### Prompt
Return only the tail of the data below, word for word: the line with "I need the bounding" and each line after it through the final one.

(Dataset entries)
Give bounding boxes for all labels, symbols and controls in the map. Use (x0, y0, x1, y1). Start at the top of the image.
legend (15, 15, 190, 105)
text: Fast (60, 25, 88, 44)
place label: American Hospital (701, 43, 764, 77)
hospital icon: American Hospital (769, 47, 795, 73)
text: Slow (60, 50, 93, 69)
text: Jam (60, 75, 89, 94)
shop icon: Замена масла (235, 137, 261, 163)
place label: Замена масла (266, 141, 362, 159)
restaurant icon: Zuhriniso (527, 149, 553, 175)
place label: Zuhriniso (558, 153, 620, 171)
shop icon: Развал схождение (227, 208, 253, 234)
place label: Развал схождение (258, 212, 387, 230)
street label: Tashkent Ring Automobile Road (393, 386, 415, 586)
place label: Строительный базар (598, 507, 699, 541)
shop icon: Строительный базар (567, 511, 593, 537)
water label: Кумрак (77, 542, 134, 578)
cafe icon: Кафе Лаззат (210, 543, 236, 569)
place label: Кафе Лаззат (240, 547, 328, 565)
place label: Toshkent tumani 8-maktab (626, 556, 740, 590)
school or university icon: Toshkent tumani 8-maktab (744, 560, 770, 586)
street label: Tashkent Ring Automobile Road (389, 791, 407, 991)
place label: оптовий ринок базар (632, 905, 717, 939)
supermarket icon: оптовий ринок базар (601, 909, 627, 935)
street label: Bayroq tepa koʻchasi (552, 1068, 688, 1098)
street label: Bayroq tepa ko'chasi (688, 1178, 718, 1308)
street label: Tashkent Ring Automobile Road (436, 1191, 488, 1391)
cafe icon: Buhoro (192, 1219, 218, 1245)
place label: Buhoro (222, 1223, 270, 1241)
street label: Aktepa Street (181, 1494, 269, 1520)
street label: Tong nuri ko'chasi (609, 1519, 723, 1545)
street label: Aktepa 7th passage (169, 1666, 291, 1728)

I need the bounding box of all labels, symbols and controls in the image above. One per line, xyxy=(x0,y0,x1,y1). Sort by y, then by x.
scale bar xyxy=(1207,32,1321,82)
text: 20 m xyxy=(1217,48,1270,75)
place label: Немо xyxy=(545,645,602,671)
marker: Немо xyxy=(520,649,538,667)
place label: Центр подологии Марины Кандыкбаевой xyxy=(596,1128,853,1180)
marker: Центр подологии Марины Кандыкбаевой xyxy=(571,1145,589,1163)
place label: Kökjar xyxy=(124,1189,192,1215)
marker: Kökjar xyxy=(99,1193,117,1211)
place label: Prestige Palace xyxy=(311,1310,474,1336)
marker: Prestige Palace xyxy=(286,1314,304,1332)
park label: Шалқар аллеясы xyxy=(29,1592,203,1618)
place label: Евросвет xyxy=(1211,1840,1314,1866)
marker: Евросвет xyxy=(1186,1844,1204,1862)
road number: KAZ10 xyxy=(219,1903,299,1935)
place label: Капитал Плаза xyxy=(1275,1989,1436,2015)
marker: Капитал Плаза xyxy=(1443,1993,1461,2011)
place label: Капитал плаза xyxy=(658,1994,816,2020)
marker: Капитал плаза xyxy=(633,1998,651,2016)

### Expected answer
I need the bounding box of all labels, symbols and controls in the image above. One per line, xyxy=(x0,y0,x1,y1). Sort by y, then by x.
scale bar xyxy=(1207,32,1321,82)
text: 20 m xyxy=(1217,48,1270,75)
place label: Немо xyxy=(545,645,602,671)
marker: Немо xyxy=(520,649,538,667)
place label: Центр подологии Марины Кандыкбаевой xyxy=(596,1128,853,1180)
marker: Центр подологии Марины Кандыкбаевой xyxy=(571,1145,589,1163)
place label: Kökjar xyxy=(124,1189,192,1215)
marker: Kökjar xyxy=(99,1193,117,1211)
place label: Prestige Palace xyxy=(311,1310,474,1336)
marker: Prestige Palace xyxy=(286,1314,304,1332)
park label: Шалқар аллеясы xyxy=(29,1592,203,1618)
place label: Евросвет xyxy=(1211,1840,1314,1866)
marker: Евросвет xyxy=(1186,1844,1204,1862)
road number: KAZ10 xyxy=(219,1903,299,1935)
place label: Капитал Плаза xyxy=(1275,1989,1436,2015)
marker: Капитал Плаза xyxy=(1443,1993,1461,2011)
place label: Капитал плаза xyxy=(658,1994,816,2020)
marker: Капитал плаза xyxy=(633,1998,651,2016)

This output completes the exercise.